### RECORDED DATA:
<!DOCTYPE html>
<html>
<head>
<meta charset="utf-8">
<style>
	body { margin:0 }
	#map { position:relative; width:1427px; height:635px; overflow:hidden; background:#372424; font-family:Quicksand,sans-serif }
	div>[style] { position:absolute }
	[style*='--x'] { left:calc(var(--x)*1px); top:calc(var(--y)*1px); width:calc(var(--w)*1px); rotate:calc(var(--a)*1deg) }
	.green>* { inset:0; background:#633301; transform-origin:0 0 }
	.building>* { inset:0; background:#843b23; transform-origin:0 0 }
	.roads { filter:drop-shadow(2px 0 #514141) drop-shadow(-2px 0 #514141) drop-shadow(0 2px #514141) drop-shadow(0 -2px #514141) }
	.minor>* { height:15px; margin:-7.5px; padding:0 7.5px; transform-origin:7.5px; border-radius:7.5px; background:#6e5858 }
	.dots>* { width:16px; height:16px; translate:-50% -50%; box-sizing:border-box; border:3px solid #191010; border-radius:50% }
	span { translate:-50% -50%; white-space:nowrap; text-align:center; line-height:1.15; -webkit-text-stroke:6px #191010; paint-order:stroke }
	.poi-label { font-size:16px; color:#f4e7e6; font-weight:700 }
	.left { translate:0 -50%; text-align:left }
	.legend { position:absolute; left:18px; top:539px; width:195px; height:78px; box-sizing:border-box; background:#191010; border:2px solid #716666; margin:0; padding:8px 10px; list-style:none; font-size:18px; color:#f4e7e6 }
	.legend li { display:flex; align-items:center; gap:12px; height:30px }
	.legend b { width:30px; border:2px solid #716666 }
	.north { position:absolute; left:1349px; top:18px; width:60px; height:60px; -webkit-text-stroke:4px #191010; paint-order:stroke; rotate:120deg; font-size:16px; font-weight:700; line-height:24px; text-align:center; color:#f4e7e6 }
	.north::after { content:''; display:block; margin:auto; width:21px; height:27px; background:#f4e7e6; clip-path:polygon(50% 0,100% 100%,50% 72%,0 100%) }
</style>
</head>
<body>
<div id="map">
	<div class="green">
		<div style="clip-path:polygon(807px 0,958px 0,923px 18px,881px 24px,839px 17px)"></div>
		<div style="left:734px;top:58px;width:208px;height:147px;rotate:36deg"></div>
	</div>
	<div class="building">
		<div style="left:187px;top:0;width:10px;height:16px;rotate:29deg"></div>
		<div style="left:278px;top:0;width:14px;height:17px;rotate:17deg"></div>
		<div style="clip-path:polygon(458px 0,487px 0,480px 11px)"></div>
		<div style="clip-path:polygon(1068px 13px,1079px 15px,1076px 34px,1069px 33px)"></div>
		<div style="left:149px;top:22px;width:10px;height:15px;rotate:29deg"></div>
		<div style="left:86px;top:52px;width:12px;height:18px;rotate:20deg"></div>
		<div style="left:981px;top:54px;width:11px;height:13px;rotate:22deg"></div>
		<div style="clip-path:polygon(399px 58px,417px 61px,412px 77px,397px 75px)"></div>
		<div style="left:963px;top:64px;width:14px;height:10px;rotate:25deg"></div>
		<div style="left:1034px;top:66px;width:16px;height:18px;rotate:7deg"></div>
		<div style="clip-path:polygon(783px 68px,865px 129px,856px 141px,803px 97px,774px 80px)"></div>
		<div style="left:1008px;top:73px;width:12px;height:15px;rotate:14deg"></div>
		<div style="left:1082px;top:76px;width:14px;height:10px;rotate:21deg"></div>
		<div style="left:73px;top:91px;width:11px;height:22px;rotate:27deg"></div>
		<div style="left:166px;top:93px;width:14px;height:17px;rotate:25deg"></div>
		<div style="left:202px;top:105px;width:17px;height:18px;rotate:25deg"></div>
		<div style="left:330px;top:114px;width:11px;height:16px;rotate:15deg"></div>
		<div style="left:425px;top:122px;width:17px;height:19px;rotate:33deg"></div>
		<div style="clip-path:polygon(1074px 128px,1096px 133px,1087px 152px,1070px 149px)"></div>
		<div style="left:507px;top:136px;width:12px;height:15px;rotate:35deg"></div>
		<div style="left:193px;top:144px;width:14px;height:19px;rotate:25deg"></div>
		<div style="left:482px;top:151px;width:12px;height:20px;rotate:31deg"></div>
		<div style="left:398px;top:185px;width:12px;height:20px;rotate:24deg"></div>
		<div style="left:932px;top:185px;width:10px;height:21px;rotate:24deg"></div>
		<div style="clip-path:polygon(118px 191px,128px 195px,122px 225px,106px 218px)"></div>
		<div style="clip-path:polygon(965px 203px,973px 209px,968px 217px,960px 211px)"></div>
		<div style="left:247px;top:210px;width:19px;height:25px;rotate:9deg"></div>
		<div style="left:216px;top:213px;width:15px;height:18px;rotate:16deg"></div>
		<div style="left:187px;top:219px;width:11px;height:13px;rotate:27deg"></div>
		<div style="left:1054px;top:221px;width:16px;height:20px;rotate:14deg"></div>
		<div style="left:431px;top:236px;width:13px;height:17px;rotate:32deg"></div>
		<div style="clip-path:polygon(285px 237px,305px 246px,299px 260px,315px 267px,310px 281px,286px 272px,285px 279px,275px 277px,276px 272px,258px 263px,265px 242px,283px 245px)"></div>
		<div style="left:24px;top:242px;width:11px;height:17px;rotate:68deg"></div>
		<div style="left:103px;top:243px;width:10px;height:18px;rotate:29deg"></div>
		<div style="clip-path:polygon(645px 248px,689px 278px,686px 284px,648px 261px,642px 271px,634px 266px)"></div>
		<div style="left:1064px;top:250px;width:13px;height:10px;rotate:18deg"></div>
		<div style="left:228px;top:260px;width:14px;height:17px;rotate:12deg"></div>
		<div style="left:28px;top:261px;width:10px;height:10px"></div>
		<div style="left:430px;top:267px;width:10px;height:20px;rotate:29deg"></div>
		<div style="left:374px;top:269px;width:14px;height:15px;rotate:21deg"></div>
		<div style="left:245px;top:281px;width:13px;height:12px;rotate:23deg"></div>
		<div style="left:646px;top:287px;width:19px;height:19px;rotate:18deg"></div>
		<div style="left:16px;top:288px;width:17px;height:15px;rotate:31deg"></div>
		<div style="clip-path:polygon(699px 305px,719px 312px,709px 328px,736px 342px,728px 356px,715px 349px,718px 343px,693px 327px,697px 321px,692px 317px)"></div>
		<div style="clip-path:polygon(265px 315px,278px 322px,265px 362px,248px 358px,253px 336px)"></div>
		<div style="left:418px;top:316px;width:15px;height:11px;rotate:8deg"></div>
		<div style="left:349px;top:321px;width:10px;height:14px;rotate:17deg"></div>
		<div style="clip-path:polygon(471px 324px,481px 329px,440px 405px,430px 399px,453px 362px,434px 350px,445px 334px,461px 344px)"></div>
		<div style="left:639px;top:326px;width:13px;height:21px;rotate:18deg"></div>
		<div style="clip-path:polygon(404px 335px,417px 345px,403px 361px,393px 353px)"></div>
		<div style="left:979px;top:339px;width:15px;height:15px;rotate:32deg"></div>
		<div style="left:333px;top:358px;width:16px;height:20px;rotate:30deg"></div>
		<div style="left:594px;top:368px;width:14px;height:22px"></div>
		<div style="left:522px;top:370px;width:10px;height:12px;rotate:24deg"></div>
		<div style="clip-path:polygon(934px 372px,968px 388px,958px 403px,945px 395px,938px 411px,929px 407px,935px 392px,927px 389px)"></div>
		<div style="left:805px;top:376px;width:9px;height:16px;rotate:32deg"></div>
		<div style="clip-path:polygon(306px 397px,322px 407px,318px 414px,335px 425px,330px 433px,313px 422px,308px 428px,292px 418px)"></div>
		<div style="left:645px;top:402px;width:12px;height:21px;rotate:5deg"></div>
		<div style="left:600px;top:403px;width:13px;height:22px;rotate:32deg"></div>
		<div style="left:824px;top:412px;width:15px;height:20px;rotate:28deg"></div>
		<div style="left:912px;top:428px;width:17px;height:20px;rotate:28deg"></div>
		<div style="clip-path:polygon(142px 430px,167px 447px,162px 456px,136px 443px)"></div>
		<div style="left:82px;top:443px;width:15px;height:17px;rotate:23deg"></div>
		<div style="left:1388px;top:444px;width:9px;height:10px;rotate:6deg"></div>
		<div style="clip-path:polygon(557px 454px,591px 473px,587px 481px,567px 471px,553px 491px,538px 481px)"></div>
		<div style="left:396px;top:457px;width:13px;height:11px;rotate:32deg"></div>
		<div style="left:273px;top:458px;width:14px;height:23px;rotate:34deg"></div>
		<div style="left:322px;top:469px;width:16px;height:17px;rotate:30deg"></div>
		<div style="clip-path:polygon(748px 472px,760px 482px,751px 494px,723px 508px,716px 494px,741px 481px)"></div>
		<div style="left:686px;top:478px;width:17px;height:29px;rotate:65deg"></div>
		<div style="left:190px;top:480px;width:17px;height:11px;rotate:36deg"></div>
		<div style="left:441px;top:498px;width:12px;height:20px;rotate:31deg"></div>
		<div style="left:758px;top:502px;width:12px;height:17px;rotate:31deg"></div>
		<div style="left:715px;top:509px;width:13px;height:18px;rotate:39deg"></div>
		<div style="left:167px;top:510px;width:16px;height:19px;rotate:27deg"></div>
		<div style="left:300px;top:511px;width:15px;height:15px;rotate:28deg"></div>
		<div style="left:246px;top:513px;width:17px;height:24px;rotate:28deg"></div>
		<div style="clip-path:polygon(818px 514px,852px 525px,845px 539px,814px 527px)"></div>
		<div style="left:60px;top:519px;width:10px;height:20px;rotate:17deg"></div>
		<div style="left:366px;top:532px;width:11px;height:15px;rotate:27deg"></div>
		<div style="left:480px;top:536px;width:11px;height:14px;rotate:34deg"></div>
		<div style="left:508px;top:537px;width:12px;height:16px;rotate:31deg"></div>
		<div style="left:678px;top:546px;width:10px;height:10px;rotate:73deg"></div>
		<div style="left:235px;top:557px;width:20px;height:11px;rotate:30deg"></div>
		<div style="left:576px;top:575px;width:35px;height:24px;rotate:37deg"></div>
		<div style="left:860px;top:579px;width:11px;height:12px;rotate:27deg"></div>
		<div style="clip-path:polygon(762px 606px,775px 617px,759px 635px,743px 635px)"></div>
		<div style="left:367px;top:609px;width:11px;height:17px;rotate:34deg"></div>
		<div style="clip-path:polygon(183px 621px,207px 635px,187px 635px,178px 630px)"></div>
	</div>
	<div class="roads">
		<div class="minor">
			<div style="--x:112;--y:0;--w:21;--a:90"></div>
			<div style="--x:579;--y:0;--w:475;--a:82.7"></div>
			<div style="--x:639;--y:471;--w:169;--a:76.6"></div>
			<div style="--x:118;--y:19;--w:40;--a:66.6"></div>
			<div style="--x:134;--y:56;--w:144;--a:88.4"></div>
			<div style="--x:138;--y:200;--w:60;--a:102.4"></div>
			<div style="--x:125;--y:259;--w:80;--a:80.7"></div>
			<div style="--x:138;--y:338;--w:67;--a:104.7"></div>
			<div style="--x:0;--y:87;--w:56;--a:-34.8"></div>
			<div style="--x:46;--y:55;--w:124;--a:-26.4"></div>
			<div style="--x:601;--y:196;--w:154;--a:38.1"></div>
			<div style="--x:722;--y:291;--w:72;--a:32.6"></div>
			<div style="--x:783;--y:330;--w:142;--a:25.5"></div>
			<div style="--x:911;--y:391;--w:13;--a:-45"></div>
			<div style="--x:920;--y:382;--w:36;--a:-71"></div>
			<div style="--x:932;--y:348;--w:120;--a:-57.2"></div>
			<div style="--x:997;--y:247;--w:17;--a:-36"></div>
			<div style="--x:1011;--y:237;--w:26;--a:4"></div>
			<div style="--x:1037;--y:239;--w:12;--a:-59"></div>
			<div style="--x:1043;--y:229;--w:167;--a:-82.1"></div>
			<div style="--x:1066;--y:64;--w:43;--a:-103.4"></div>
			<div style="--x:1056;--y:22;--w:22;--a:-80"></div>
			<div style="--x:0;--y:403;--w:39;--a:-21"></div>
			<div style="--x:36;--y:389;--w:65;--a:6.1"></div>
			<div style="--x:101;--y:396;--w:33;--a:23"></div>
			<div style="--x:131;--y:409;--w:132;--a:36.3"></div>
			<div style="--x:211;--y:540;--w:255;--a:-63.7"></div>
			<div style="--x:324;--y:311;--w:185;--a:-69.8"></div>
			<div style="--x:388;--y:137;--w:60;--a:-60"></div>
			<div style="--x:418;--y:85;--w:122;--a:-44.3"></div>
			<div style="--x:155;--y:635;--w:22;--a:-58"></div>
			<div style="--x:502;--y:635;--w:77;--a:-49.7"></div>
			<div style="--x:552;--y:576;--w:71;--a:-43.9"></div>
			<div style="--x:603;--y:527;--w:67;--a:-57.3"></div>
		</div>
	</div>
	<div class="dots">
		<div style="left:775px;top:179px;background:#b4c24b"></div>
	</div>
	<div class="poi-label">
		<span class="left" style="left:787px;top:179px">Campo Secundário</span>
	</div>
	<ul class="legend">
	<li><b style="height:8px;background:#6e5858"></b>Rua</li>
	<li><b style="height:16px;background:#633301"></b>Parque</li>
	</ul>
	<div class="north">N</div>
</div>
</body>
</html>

### WHAT THIS TASK INVOLVES:
From the first line above through the line that contains "display:flex; align-items:center; gap:12px;", quote each line exactly. Output nothing more.

### WRITTEN RESPONSE:
<!DOCTYPE html>
<html>
<head>
<meta charset="utf-8">
<style>
	body { margin:0 }
	#map { position:relative; width:1427px; height:635px; overflow:hidden; background:#372424; font-family:Quicksand,sans-serif }
	div>[style] { position:absolute }
	[style*='--x'] { left:calc(var(--x)*1px); top:calc(var(--y)*1px); width:calc(var(--w)*1px); rotate:calc(var(--a)*1deg) }
	.green>* { inset:0; background:#633301; transform-origin:0 0 }
	.building>* { inset:0; background:#843b23; transform-origin:0 0 }
	.roads { filter:drop-shadow(2px 0 #514141) drop-shadow(-2px 0 #514141) drop-shadow(0 2px #514141) drop-shadow(0 -2px #514141) }
	.minor>* { height:15px; margin:-7.5px; padding:0 7.5px; transform-origin:7.5px; border-radius:7.5px; background:#6e5858 }
	.dots>* { width:16px; height:16px; translate:-50% -50%; box-sizing:border-box; border:3px solid #191010; border-radius:50% }
	span { translate:-50% -50%; white-space:nowrap; text-align:center; line-height:1.15; -webkit-text-stroke:6px #191010; paint-order:stroke }
	.poi-label { font-size:16px; color:#f4e7e6; font-weight:700 }
	.left { translate:0 -50%; text-align:left }
	.legend { position:absolute; left:18px; top:539px; width:195px; height:78px; box-sizing:border-box; background:#191010; border:2px solid #716666; margin:0; padding:8px 10px; list-style:none; font-size:18px; color:#f4e7e6 }
	.legend li { display:flex; align-items:center; gap:12px; height:30px }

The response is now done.